> _EXERCISE DIRECTIONS_
Look through the records below and copy each line that includes the word "shadow".

** Opening AVAILABLE DATA block **

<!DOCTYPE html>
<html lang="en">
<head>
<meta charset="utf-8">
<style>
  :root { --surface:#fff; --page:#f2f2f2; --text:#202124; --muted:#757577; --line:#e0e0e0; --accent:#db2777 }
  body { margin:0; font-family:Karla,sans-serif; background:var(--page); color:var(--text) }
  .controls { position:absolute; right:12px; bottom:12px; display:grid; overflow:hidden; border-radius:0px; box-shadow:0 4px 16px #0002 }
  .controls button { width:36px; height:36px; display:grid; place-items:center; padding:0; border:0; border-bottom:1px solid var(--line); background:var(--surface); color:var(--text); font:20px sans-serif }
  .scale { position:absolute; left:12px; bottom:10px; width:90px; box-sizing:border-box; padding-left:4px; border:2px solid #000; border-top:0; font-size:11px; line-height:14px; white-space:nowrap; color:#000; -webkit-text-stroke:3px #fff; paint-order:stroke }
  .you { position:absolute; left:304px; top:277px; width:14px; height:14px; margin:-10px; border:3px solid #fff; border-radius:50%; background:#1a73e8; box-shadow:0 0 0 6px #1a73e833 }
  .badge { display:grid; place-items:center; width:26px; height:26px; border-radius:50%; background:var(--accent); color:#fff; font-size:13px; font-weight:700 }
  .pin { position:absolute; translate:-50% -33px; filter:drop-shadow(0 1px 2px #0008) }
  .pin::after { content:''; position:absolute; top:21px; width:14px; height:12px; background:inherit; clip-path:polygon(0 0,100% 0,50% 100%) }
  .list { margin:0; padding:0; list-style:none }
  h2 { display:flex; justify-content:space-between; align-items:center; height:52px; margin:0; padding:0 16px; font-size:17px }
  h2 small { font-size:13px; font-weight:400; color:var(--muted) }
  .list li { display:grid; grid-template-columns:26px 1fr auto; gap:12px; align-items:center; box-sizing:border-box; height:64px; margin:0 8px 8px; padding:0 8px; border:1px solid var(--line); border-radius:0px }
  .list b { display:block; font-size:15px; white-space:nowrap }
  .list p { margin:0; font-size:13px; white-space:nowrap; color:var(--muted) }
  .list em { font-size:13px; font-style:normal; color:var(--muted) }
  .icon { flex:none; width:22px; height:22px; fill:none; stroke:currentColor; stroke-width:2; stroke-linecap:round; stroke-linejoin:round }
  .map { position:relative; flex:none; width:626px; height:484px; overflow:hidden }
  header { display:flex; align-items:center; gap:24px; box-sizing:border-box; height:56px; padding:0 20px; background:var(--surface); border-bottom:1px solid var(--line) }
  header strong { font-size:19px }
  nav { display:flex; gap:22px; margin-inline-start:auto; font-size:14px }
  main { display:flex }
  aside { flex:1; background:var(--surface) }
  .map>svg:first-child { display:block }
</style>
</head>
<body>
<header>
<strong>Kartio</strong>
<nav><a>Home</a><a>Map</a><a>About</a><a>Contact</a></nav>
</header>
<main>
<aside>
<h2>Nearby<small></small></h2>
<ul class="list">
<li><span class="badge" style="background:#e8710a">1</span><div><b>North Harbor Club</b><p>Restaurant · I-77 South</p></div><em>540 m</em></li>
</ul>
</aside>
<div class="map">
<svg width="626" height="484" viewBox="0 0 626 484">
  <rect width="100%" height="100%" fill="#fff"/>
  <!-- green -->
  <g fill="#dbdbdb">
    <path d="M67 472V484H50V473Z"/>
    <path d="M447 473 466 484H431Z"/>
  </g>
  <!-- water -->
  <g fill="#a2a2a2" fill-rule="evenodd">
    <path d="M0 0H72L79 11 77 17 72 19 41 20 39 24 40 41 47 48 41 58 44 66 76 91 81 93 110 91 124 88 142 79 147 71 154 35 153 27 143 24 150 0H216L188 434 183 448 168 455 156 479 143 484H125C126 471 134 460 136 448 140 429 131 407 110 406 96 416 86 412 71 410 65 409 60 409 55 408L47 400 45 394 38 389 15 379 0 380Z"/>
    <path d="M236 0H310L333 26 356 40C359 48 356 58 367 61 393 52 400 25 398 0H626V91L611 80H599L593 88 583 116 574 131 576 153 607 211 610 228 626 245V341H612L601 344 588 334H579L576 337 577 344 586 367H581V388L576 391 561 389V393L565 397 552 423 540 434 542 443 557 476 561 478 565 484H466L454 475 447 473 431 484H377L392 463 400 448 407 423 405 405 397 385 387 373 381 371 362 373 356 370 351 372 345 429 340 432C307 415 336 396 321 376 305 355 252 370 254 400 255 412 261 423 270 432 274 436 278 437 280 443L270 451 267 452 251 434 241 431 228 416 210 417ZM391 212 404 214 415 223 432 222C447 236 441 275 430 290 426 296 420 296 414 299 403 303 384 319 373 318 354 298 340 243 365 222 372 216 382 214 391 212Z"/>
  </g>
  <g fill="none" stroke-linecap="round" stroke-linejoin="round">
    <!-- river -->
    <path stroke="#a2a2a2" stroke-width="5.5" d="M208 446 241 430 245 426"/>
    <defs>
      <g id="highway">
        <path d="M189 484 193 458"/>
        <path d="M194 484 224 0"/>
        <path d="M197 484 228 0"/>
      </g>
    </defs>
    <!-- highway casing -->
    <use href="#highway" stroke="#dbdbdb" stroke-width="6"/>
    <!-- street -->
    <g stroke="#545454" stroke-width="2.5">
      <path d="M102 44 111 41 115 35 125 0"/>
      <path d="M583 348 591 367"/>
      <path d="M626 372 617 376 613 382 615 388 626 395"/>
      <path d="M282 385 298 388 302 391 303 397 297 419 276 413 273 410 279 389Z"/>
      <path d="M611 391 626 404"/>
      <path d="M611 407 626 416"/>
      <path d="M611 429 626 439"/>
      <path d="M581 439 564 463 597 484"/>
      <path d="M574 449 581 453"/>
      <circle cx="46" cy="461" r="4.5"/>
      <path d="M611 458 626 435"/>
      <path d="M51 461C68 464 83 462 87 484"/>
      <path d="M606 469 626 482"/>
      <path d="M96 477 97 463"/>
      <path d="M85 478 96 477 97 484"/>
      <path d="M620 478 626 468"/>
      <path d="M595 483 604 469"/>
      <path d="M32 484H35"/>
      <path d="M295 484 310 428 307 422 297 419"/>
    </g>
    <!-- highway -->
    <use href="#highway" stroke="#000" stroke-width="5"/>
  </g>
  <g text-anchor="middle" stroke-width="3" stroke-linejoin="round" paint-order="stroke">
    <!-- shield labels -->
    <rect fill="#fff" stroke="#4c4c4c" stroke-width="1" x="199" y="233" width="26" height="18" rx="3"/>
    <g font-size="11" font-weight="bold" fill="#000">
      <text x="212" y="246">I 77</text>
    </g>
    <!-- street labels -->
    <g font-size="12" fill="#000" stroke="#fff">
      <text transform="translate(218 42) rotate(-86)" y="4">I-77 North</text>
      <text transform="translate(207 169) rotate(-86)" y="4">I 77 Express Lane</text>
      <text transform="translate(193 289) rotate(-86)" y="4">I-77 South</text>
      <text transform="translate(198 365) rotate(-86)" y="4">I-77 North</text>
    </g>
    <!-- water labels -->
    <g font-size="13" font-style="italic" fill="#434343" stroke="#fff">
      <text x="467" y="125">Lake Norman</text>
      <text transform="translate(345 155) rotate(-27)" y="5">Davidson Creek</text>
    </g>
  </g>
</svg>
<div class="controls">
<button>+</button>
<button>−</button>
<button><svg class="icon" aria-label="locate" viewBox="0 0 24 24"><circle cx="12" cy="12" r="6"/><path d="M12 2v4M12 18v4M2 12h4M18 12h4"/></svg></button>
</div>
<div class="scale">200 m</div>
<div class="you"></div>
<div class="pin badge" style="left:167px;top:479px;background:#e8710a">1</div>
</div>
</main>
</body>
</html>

** Closing AVAILABLE DATA block **

> _RESPONSE BELOW_
  .controls { position:absolute; right:12px; bottom:12px; display:grid; overflow:hidden; border-radius:0px; box-shadow:0 4px 16px #0002 }
  .you { position:absolute; left:304px; top:277px; width:14px; height:14px; margin:-10px; border:3px solid #fff; border-radius:50%; background:#1a73e8; box-shadow:0 0 0 6px #1a73e833 }
  .pin { position:absolute; translate:-50% -33px; filter:drop-shadow(0 1px 2px #0008) }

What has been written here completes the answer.